[ Note: this is the continuation of another question, the first one being my attempt to implement the same idea using an N-channel MOSFET. Based on the answers I received there, I went out, bought a P-channel MOSFET, and found myself with even more questions than before :) ]
I am trying to implement something similar to this: https://youtu.be/nbMfb0dIvYc?t=4m27s
The idea is that the microcontroller (a Wemos D1 Mini in my case) is powered up by an external switch. As soon as it starts up, it sets up a MOSFET so that it can keep its power connection until it finishes whatever job it is set up to do. In the end, it "kills itself" by cutting of the power through the MOSFET.
So I bought a P-channel MOSFET (IRF9Z34N - probably not ideal with a Vgs(th) max of -4V, but it was the best through-hole part I was able to find). And I built the following circuit:
When I press the switch, the D1 powers up correctly, pulls the MOSFET gate pin low, and goes through all of its code. In the end, it pulls the gate pin high, powering itself off.
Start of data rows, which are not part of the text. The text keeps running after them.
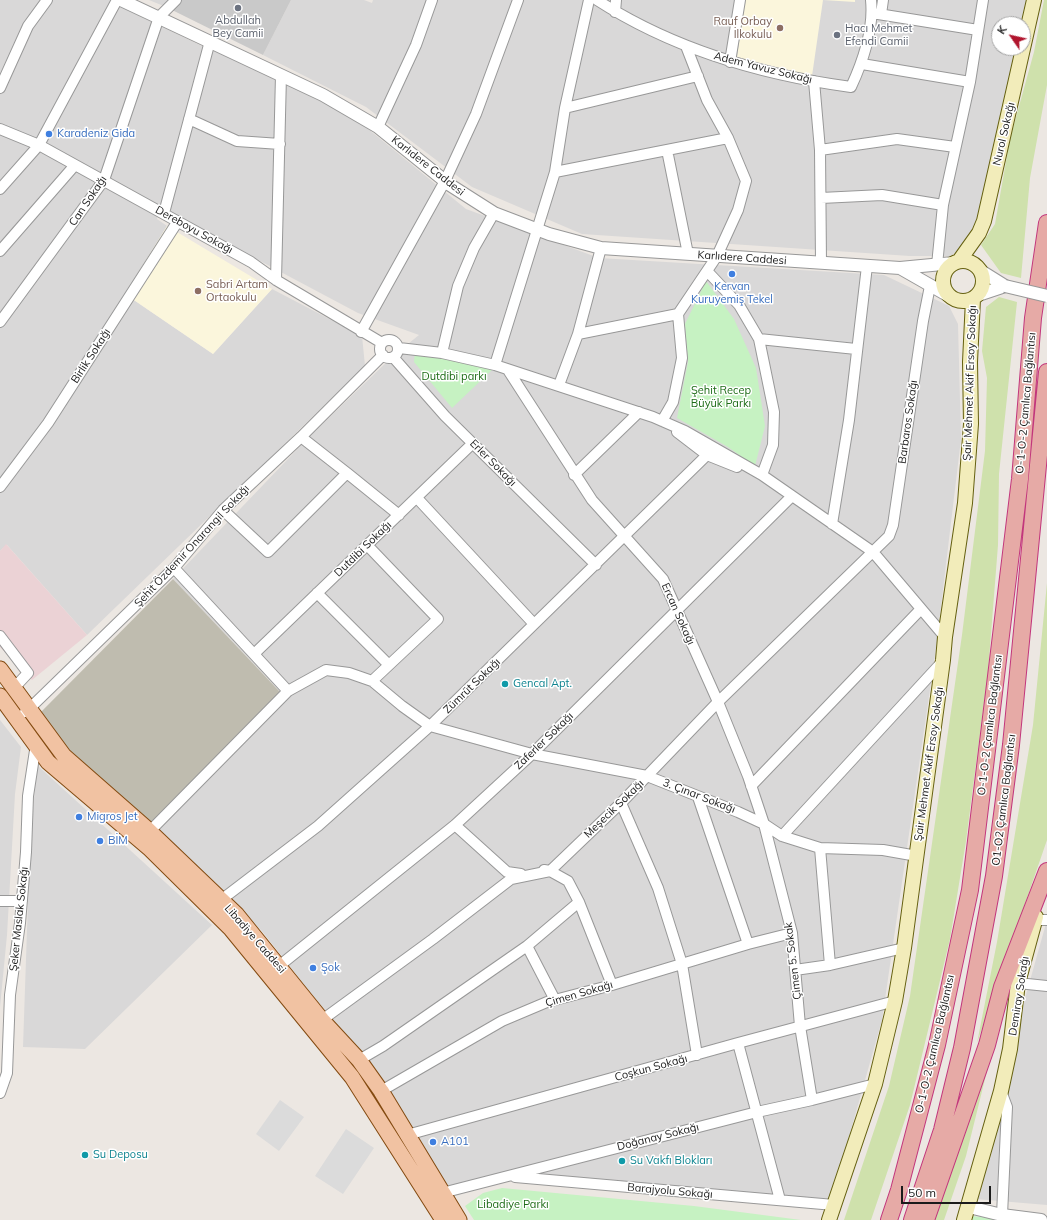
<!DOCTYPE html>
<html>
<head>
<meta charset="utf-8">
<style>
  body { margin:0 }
  #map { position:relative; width:1047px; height:1220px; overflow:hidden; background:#ece7e2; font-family:Mulish,sans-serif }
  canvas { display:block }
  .north { position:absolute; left:991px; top:16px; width:40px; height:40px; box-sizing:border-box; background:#fff; border:1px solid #a4a4a4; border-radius:50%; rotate:304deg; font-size:11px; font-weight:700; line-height:16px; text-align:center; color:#1b1b1b }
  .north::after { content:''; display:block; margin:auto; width:14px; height:18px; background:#b1152e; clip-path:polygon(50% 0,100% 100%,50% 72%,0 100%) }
  .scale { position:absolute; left:901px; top:1186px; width:90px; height:18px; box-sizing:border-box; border:2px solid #1b1b1b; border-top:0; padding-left:5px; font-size:12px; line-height:14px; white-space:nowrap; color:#1b1b1b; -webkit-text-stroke:3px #fff; paint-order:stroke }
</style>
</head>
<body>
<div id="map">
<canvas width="1047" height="1220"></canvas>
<div class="north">K</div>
<div class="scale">50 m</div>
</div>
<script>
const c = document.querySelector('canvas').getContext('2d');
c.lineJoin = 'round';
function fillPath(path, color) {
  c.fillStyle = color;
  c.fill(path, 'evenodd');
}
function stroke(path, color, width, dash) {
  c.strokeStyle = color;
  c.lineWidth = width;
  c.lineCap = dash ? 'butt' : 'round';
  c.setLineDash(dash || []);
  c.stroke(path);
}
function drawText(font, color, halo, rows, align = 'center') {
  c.font = font + ' Mulish,sans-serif';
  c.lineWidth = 3;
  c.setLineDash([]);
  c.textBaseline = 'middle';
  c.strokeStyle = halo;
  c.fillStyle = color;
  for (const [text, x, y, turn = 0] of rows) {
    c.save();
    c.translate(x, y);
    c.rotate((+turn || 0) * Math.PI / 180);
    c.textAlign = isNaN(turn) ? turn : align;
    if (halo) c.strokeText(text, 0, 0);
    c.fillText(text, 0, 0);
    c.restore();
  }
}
fillPath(new Path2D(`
  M0,0H111L115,4L204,47L157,219L167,226L125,294L213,354L272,289L362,336L365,366L87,635L7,545L0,551Z
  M149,0H174L166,7Z
  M291,0H364L372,3L373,0H1029L1023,24H999V48H1020L975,237L951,256H910L582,234L472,187L366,107L263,55Z
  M211,46L356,119L466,209L599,258L884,275L949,306L958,324L961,439L936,648L882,1020L830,1204L511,1173L446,1188L368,1065L261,930L152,825L280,692L173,579L309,437L393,356L419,335L358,313L166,211Z
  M0,720L21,747L15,794L7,935L0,1007Z
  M37,765L212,925L85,1049L23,1047L30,842Z
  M1047,920V1205L976,1199L991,1156L1024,1002Z`), '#d9d8d8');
fillPath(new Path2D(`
  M6,544L87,635L32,680L0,647V551Z`), '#ebd2d5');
fillPath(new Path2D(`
  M745,0H855V2L823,0L812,76L737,57Z
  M167,226L272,289L213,354L125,294Z`), '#fbf6dc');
fillPath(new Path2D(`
  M174,0H291L263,55L166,7Z`), '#c9c9c9');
fillPath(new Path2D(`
  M173,579L280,692L152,825L70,750L39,714Z`), '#bfbcaf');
fillPath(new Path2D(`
  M1044,0H1047V85L1030,178L1021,278L1001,273L981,245L995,224L1010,139L1034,52Z
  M999,297L1017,302L999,474L998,545L988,672L966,841L950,939L910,1105L871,1220H844L889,1086L910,996L962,635L985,451L987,378L982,351L986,307Z
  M1047,583V840L977,1043L997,942L1033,725Z
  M1009,982L966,1156L944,1220H932Z`), '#cfe1ac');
fillPath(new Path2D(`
  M706,281L734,319L756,368L765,426L755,466L728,447L677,418L688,362L685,324Z
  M415,351L493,369L452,408L414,362Z
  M502,1188L694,1206L801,1220H474L465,1206L483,1193Z
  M972,1216L1009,1220H972Z`), '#c6f2c2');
fillPath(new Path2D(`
  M280,1100L304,1117L279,1151L256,1134Z
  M346,1129L374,1148L343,1194L315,1176Z`), '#dbdbdb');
const minor = new Path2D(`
  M597,0C673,49 762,75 851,87C863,61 874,29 871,0
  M615,12L616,0
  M872,13L978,30
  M881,14L883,0
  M730,62L740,0
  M862,64L970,82
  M814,81L820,150L821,263
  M0,88L28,26L47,0
  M565,108L698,76
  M189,119L237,141L280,144
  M378,127L416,45L432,0
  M0,129L39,145L251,262L276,280L382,343
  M667,150L688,254
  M820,150L897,139L955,147
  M555,172L728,138
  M0,189L39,145L117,0
  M821,198L882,195L943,205
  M164,213L210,41
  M0,251L75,165
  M937,265L943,205L970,82L983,0
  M707,271L739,305L759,339L774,412L773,445L762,475
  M276,280L281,75
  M0,322L104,180L159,17L176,0
  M361,332L445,181L476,114L518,0
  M578,334L678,314L717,256L738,210L746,181L728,138L707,100L686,46
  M759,339L856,349
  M380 349a9 9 0 1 1 18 0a9 9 0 1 1-18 0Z
  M399,348L442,353L495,365L653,417L685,431L762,475L873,552L945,637
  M442,353L458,286L474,248L494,213
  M393,357L445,416L596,565
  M495,365L555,172L565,108L589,0
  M508,370L592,500L663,579L718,702L748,776L764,824L792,933L800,1026L812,1100
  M559,385L578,334L601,248
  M662,421L673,402L682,358L678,314
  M677,432L707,455L737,467
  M301,437L347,473
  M574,475L639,412
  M0,487L48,423L178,221
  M417,498L534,624
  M223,510L268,552L347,473L399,515
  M832,524L849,420L867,266
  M367,545L438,619L372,681
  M174,568L288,691
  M317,593L389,665
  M0,636L28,673L14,688
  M254,654L473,443
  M25,712L29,709L174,568L223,510L301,437L383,355
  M751,786L920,610
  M698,797L748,944
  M621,803L658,888L682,964L697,1055
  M455,825L507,872L521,874
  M782,836L943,661
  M149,838V832L288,691L326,670L349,673L372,681L402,706L430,726L532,754L647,776L738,812L764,824L782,836L820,848L883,850L917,856
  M820,848L830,965
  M544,870L550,871L568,881L579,902L612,985
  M221,900L318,826L430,726L707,455
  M0,901H22
  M1035,920H1047
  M527,946L555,1000
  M279,966L455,825L532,754L792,496
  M795,970L830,965L904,948
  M1018,983L1047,986
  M322,1020L433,939L511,879L550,871L621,803L718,702L889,536L893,525L923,321L930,286
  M738,1043L780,1200
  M359,1060L383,1046L527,946L579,902
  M381,1091L502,1021L547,1002L612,985L748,944L792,933
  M1001,1091L1007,1107L1002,1215
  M0,1093L7,1073L10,995L20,923L26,852L28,796L36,744
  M407,1135L738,1043L895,1001
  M515,1177L834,1205
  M442,1193L757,1112L812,1100L875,1084`);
const tertiary = new Path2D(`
  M121,0L323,95L378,127L450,185L494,213L549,234L601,248L900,268L953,263
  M900,268L949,296
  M981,271L1005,286
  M978,295L1005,286
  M969,1207L1002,1215L1041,1220`);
const secondary = new Path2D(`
  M943 281a20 20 0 1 1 40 0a20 20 0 1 1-40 0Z
  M959,261L979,233L984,221L1034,0
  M829,1220L875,1084L895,1001L904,948L943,660L945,637L965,503L971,424L970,362L973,299
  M964,1220L1001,1091L1010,1049L1018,983L1036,917`);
const primary = new Path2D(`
  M0,669L64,756L146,828L237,915L322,1020L359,1060L381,1091L459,1220
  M0,696L48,762L149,848L231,929L352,1077L443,1220`);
const trunk = new Path2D(`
  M889,1220L899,1190L937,1045L970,890L1020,479L1033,318L1047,223
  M912,1220L942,1130L962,1048L994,876L1011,745L1047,372
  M926,1220L987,1045L1002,987L1047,871`);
stroke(minor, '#989898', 12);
stroke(tertiary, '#989898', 14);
stroke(secondary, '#656010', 16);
stroke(primary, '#834a10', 17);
stroke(trunk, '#c2367c', 18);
stroke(minor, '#fff', 10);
stroke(tertiary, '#fff', 12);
stroke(secondary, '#f2ecba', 14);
stroke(primary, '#f1c2a2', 15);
stroke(trunk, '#e6aaa6', 16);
const tertiaryBridge = new Path2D(`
  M1005,286L1047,296`);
stroke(tertiaryBridge, '#989898', 14, []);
stroke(tertiaryBridge, '#fff', 12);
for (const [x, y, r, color] of [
  [238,8,4,"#6b7280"],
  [780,28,4,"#8d6e63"],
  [837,35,4,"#6b7280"],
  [49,134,4,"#3f7fe0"],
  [732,274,4,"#3f7fe0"],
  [198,291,4,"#8d6e63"],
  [505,684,4,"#0f9aa8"],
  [79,817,4,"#3f7fe0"],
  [100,841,4,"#3f7fe0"],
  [313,968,4,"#3f7fe0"],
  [433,1142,4,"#3f7fe0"],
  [85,1155,4,"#0f9aa8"],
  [622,1161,4,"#0f9aa8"]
]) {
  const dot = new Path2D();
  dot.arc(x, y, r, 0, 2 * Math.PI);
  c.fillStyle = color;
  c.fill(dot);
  stroke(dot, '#fff', 1.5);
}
drawText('11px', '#5b616d', '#fff', [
  ["Abdullah",238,21],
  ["Bey Camii",238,34],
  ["Hacı Mehmet",845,29,"left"],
  ["Efendi Camii",845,42,"left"]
]);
drawText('11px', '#785e54', '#fff', [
  ["Rauf Orbay",772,22],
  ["İlkokulu",772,35],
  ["Sabri Artam",206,285,"left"],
  ["Ortaokulu",206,298,"left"]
], 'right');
drawText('11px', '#1b1b1b', '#fff', [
  ["Adem Yavuz Sokağı",763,68,14],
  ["Nurol Sokağı",1004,134,-77],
  ["Karlıdere Caddesi",428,166,38],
  ["Can Sokağı",88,201,-56],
  ["Dereboyu Sokağı",194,230,29],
  ["Karlıdere Caddesi",742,258,4],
  ["Birlik Sokağı",91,356,-57],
  ["Şair Mehmet Akif Ersoy Sokağı",970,383,-88],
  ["O-1-O-2 Çamlıca Bağlantısı",1026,403,-85],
  ["Barbaros Sokağı",908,422,-82],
  ["Erler Sokağı",493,463,45],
  ["Şehit Özdemir Onarangil Sokağı",192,546,-47],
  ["Dutdibi Sokağı",363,549,-44],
  ["Ercan Sokağı",678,614,66],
  ["Zümrüt Sokağı",472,686,-44],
  ["O-1-O-2 Çamlıca Bağlantısı",990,725,-83],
  ["Zaferler Sokağı",544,741,-44],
  ["Şair Mehmet Akif Ersoy Sokağı",929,764,-82],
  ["3. Çınar Sokağı",699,796,21],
  ["O1-O2 Çamlıca Bağlantısı",1004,800,-83],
  ["Meşecik Sokağı",614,809,-44],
  ["Şeker Maslak Sokağı",19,919,-84],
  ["Libadiye Caddesi",255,939,49],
  ["Çimen 5. Sokak",793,961,-97],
  ["Çimen Sokağı",579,994,-16],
  ["Demiray Sokağı",1019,996,-81],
  ["O-1-O-2 Çamlıca Bağlantısı",935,1044,-77],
  ["Coşkun Sokağı",651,1068,-15],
  ["Doğanay Sokağı",658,1137,-14],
  ["Barajyolu Sokağı",670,1191,5]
]);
drawText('11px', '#366cbe', '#fff', [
  ["Karadeniz Gida",57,134],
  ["Kervan",732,287,"center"],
  ["Kuruyemiş Tekel",732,300,"center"],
  ["Migros Jet",87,817],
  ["BİM",108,841],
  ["Şok",321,968],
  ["A101",441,1142]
], 'left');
drawText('11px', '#1d6c16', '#fff', [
  ["Dutdibi parkı",454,377],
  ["Şehit Recep",721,391],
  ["Büyük Parkı",721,404],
  ["Libadiye Parkı",513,1205]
]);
drawText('11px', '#0d838f', '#fff', [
  ["Gencal Apt.",513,684],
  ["Su Deposu",93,1155],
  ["Su Vakfı Blokları",630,1161]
], 'left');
</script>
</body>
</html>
However, something is wrong. When powering itself off (after setting D5 to HIGH), I would have expected the gate voltage to go to +5V through the pull-up resistor. Instead, it stays at around 1.25V - enough to keep the MOSFET partially open, with enough current going through it to keep the MCU in some weird, not-alive-but-not-dead-either, state (the MCU doesn't receive enough current to keep running its code, but it receives enough to prevent it from fully resetting and starting over again when I press the switch).
Based on the suggestion received from Brian Drummond on my original question, I built a dual-MOSFET arrangement:
This seems to work - but it seems needlessly complicated, especially compared to the original schematic (see youtube video above, starting at 04:24).
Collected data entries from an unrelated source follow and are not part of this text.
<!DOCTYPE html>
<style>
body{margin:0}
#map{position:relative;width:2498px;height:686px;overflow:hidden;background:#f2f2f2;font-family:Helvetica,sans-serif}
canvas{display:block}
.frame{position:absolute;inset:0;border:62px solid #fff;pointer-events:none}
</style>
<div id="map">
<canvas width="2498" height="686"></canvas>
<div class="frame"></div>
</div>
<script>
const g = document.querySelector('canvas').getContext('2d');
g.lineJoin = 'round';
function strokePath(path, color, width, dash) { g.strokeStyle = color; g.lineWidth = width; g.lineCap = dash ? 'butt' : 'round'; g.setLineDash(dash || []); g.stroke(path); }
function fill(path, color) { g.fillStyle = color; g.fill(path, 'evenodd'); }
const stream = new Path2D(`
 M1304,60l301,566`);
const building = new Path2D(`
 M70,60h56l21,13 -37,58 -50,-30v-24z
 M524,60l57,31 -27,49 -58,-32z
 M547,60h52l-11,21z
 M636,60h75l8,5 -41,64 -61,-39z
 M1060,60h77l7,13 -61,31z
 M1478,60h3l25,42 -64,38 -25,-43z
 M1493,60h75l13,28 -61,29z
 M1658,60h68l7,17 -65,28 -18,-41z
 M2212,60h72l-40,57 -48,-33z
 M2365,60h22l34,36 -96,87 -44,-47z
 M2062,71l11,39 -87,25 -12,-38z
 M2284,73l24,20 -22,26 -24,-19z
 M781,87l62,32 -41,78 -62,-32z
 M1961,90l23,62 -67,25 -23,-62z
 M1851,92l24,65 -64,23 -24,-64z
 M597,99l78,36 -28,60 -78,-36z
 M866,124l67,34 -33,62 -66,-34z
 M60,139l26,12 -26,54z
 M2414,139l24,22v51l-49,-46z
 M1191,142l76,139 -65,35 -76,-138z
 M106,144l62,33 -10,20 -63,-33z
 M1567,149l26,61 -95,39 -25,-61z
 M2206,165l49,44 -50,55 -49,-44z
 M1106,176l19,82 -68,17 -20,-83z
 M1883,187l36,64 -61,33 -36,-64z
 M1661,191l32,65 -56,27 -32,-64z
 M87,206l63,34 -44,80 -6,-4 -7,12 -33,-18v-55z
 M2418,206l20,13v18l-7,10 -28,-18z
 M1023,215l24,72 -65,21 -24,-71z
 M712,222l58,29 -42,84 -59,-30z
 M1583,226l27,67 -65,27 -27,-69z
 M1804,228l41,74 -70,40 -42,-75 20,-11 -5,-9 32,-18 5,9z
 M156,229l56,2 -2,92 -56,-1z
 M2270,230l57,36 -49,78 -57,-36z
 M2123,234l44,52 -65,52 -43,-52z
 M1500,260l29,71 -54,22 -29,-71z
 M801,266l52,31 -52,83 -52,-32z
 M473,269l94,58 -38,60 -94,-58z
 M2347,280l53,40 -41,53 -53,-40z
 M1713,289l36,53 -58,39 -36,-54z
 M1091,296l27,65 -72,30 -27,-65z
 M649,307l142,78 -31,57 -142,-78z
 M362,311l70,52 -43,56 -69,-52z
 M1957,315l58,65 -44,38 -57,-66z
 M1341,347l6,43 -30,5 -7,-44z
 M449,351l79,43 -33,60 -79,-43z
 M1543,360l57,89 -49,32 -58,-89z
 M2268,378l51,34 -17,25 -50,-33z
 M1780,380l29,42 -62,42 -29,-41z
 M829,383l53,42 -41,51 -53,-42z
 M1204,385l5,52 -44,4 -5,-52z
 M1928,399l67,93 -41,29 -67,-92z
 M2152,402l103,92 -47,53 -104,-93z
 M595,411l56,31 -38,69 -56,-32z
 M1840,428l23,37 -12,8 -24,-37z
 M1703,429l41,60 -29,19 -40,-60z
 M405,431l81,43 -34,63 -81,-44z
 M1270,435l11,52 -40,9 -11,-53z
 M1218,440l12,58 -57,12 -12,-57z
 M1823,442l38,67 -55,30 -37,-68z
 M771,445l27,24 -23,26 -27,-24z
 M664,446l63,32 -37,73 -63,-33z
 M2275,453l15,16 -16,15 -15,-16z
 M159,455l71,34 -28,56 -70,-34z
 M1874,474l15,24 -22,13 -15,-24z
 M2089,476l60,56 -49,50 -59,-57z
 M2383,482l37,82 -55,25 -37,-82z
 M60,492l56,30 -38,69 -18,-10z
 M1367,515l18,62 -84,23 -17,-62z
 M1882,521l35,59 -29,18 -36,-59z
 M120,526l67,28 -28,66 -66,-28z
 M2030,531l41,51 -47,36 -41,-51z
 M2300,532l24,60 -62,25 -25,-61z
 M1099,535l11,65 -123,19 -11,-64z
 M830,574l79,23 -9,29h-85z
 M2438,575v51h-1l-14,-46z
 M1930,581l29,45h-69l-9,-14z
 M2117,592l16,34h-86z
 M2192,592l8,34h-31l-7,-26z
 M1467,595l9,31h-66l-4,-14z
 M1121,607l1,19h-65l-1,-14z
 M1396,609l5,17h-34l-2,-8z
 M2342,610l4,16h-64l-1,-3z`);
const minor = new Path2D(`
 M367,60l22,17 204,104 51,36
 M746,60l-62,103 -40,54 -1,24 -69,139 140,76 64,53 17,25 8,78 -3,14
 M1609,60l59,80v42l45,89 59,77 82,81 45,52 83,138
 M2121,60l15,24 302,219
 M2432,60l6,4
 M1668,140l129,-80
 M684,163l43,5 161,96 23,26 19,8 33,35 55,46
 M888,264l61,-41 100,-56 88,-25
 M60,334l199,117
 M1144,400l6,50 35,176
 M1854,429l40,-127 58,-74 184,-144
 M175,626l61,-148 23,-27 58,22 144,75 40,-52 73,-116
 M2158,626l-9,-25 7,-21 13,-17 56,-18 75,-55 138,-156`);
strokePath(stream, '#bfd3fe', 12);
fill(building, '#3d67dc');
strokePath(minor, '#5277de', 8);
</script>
So my question is: is there any way to "save" the original schematic? Can I implement this using just a P-channel MOSFET? If so, how?
If it helps, here is the schematic for the Wemos D1 Mini. Note that I am powering it through the 5V line, which then goes through a power regulator.
As per your comments, let's discuss why the single PMOS solution doesn't work.
All I/O pins of modern microcontrollers use protection diodes to, well, protect sensitive internal circuitry from fault conditions - e.g. if you externally drive 5V or -5V onto a pin of a MCU, which is powered by 3.3V. This could also happen due to ESD, and without such protection, devices are easily destroyed.
However, this has two consequences:
- If a microcontroller chip is turned off (0V on its power (Vdd) pin), putting a sufficient voltage to any I/O pin, will cause current to "overflow" to the Vdd pin, and the chip will spring to life, as if you've powered it normally
- Again, in a turned off MCU, if you have a pull-up resistor to an active supply, small current will flow into the chip, try to power it, but as the current is insufficient, it will hang into this "neither on, neither off" state you're seeing.
A simple rule of the thumb there is that, if a MCU is controlling something, and it is expected the MCU to be off or otherwise disabled for some time (e.g. in sleep mode, for MCUs that don't keep their I/Os driven during sleep), it is best if the controlled thing requires an "active on" singnal, and there's a pull-down resistor. No resistor to the gate of a MOSFET would be bad, pull-up is worse, pull-down works.
Note that this kind of precautions aren't required if the MCU is expected to be always active. It is not the best practice, as resistors cost pennies, but you could omit the pull-down resistor in such a case.
For your configuration, the two-MOSFET solution is about the best it can possibly get.
Another scenario to explore, which can bring the same functionality without any MOSFETs, is to use the sleep/reset/wake-on-change functionality of the MCU (I'm not proficient with the Wemos, but I bet it has something like it). When you want to "turn off", you simply go to sleep. The MCU will still consume some current, but that would be too small to matter. And your switch can be wired to a reset pin of the MCU, or, if you want to keep the processor state - to a pin, on which you've configured interrupt/wake-on-change.